Shopping Spree

• The idea is to use recursion to reduce the big problem into several small subproblems.
• We will call a helper function that returns us the possible number of ways to shop.

Now, let us understand how to break the big problem into small subproblems with an example let's say, for N = 2 and K = 3 and let the items be {R, G} we can see that this can be found out if:

• We know the possible answer for buying at most 3 items if only 1 item is available, i.e. {(R), (RR), (RRR)}.
• We know the possible answer for buying at most 2 items if 2 items are available, i.e. {(R), (G), (RG), (RR), (GG)}, now, as we want the answer for at most 3 items, we will add the left out colour from the above point (G) to all the items which will make it {(RG), (GG), (RGG), (RRG), (GGG)}.
• Also, we will add a single color (G) to the set.
• This makes: {(R), (RR), (RRR), (RG), (GG), (RGG), (RRG), (GGG), (G)}, the answer becomes 9.
• This makes F(N = 2, K = 3) = F(N = 1, K = 3) + F(N = 2, K = 2) + 1.
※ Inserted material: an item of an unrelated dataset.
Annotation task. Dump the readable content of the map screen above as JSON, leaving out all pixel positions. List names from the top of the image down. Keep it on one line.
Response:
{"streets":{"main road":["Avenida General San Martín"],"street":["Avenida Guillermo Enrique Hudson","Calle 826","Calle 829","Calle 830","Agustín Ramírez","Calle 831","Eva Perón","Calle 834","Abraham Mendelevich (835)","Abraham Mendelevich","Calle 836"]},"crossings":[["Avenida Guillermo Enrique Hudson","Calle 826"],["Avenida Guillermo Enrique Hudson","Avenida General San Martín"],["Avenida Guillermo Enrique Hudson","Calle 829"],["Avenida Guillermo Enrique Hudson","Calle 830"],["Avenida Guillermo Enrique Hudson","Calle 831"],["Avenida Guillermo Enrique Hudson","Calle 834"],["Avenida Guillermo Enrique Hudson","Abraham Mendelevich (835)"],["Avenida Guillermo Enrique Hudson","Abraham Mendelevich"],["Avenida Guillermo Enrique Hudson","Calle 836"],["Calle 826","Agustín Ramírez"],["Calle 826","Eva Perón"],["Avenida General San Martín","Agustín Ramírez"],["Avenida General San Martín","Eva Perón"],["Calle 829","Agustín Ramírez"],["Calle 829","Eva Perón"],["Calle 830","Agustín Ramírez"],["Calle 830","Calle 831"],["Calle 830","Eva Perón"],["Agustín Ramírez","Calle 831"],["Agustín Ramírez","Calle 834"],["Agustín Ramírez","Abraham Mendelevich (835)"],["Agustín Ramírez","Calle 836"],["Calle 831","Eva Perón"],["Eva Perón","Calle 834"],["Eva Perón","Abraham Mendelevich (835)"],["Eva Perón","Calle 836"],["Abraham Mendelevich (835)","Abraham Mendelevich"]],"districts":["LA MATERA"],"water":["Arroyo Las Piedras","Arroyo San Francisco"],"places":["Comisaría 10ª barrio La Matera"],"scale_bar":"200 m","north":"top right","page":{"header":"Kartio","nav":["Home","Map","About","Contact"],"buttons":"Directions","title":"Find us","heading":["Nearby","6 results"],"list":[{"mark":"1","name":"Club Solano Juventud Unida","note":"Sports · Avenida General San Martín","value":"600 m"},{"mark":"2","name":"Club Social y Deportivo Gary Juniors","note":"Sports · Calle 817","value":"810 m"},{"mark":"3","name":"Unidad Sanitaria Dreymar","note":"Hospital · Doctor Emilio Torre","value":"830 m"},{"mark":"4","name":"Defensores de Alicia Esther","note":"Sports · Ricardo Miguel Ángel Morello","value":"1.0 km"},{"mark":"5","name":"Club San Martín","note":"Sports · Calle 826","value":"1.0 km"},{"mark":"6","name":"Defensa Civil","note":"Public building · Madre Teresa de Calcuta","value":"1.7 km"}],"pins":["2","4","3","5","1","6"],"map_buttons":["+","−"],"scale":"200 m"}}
The algorithm for the helper function will look as follows: 
N = Number of available items. 
K = The highest number of items Preeti can buy. 

int helper(N, K):

• If N or K becomes 0, return 0.
• Return helper(N-1, K) + helper(N, K-1) + 1.

O(2 ^ (N + K)) per test case where N is the number of available items, and K is the maximum number of items that can be bought.

In the worst case, we are making 2 calls for every function and the tree is going at a max depth of N + K

O(N + K) per test case where N is the number of available items and K is the maximum number of items that can be bought.

In the worst case, extra space will be used by the recursion stack as there can be a maximum of N + K number of recursive calls at a time.